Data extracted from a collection
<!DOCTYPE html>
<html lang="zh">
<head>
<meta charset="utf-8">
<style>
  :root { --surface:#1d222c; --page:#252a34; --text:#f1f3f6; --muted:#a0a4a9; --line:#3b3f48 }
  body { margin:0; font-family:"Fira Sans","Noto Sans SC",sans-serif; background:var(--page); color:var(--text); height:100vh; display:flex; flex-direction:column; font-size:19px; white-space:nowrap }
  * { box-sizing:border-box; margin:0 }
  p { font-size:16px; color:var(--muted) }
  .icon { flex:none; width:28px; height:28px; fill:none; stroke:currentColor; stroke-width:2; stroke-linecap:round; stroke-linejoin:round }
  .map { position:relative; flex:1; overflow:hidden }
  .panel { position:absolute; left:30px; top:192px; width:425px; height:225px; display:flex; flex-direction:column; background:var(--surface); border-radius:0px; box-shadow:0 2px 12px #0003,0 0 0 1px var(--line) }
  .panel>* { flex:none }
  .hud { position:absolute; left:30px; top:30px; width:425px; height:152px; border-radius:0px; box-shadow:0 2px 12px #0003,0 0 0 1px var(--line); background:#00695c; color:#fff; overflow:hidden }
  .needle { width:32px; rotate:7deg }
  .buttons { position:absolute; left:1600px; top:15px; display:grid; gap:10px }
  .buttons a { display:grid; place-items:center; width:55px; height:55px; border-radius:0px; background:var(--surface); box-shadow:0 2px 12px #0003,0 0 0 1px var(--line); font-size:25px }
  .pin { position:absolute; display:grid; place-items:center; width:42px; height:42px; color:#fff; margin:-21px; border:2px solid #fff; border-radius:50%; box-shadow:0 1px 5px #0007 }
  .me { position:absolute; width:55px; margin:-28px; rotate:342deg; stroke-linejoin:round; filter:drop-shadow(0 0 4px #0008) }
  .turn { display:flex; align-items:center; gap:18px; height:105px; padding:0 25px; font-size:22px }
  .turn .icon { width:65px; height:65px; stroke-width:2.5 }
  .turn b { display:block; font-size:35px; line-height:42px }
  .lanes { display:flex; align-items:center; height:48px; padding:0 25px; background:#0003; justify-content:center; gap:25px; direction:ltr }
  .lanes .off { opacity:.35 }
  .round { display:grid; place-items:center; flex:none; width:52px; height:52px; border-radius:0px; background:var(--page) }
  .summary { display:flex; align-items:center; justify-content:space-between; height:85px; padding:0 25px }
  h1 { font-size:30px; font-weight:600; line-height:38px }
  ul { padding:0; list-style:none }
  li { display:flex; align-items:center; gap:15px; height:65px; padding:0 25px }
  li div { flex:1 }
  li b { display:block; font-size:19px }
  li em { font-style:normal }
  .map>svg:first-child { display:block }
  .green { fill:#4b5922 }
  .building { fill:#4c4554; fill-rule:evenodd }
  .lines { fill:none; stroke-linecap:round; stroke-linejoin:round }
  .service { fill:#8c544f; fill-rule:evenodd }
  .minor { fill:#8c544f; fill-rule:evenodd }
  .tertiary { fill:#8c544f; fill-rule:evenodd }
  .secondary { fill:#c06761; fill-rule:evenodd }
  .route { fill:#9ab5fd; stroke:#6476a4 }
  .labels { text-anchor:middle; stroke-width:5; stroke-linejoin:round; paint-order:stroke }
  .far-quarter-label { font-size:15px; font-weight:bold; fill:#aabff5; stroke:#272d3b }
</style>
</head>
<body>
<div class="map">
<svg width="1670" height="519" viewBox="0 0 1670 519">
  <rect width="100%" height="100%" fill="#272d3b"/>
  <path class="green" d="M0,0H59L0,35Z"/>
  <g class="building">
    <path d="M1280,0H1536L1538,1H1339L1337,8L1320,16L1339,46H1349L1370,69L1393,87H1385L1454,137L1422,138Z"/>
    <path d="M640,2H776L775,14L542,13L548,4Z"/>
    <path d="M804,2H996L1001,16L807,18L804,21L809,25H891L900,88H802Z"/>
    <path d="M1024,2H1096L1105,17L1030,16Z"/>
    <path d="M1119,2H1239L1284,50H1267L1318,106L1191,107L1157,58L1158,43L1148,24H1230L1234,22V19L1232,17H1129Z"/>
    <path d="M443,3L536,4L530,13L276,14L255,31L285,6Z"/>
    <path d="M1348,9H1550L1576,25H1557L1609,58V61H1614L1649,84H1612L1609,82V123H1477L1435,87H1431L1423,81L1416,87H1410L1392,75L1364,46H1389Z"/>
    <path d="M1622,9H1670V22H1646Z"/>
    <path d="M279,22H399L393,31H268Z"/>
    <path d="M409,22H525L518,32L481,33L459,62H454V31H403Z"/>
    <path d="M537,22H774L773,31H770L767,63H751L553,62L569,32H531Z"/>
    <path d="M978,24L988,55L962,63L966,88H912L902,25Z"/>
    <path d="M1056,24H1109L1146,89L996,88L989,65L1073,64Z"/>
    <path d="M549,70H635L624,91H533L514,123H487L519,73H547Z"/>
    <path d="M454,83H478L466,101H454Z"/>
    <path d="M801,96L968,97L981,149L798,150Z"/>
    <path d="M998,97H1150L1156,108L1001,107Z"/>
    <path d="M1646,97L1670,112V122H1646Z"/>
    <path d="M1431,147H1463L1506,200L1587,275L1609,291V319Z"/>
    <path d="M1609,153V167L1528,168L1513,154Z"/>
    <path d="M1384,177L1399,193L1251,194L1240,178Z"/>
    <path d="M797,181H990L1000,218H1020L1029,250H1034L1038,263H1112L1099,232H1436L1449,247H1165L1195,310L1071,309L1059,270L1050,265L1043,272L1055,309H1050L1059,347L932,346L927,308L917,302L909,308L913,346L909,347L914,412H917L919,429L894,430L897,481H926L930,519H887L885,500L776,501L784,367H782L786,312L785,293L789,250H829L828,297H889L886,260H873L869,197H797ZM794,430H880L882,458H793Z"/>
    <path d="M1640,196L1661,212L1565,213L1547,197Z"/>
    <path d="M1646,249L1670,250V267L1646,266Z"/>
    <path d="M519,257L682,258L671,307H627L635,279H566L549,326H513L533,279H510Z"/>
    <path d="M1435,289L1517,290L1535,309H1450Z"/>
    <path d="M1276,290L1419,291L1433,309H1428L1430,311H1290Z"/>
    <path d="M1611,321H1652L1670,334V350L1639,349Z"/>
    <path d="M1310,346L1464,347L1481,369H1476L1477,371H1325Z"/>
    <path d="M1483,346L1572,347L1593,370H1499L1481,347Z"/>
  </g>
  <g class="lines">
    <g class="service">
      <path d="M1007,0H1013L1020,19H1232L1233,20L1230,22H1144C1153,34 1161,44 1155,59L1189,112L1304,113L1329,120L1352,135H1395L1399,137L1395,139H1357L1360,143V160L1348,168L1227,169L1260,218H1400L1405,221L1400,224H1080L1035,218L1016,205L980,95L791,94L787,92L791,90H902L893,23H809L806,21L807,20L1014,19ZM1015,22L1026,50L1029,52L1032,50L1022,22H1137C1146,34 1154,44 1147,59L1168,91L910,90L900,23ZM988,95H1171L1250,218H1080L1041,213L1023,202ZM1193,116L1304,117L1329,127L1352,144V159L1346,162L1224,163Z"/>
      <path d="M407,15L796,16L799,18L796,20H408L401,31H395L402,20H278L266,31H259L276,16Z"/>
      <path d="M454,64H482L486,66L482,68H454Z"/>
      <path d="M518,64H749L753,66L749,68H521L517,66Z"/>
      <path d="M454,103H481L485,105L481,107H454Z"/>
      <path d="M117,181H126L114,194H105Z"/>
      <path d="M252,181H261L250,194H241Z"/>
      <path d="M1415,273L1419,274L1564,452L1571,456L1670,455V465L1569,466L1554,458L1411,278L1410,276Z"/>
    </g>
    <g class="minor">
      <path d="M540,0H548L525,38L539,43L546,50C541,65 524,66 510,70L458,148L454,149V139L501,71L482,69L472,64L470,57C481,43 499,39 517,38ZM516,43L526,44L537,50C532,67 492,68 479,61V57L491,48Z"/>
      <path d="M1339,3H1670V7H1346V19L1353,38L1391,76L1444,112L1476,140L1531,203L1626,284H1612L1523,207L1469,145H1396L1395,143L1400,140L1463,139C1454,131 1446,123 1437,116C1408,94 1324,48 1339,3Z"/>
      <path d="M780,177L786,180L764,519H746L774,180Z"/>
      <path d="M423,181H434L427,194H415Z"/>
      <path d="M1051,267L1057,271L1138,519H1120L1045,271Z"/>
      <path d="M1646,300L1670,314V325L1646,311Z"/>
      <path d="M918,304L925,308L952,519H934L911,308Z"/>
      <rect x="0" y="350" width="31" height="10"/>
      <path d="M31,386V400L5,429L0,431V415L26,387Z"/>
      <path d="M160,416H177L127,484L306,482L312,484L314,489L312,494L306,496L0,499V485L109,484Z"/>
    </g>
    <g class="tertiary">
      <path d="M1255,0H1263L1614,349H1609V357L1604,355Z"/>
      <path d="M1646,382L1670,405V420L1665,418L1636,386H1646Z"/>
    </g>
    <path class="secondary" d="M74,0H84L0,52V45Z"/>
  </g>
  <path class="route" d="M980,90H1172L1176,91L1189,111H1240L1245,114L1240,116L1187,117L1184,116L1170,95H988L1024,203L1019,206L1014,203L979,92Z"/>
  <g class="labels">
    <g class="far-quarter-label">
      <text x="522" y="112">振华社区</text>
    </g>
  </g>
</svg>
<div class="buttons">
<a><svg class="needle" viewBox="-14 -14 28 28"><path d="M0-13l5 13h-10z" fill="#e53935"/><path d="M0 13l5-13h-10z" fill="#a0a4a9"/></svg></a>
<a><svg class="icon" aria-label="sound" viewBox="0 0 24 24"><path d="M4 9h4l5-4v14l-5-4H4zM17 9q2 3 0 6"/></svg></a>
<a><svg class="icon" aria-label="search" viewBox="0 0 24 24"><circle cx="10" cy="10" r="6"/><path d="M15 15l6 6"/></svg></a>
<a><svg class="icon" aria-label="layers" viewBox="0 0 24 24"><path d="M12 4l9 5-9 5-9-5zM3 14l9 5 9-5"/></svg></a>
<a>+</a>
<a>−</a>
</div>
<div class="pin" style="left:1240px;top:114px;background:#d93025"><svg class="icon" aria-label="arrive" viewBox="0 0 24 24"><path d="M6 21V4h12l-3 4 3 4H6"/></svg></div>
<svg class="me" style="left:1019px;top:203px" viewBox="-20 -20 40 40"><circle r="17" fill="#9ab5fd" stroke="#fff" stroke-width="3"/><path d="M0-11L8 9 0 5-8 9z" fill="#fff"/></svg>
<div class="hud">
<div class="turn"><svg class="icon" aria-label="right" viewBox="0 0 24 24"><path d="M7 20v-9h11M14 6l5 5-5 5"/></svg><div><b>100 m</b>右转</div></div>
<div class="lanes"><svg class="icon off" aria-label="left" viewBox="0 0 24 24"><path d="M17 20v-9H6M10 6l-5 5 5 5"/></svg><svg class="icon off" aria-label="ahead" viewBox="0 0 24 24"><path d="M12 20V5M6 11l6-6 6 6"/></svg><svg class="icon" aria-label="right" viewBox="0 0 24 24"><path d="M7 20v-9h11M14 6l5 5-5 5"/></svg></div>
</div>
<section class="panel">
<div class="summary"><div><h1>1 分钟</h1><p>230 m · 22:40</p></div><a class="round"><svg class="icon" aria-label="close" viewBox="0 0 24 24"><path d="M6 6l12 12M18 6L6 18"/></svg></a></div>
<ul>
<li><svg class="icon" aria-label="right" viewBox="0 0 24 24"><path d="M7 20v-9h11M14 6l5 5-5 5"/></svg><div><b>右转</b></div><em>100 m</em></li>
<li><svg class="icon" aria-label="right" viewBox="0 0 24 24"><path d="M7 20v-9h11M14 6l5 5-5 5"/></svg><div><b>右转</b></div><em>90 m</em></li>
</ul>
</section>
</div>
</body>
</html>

• [Work task]
Total lines holding "direction" in the records: report this figure alone.

• [Solution to the exercise]
3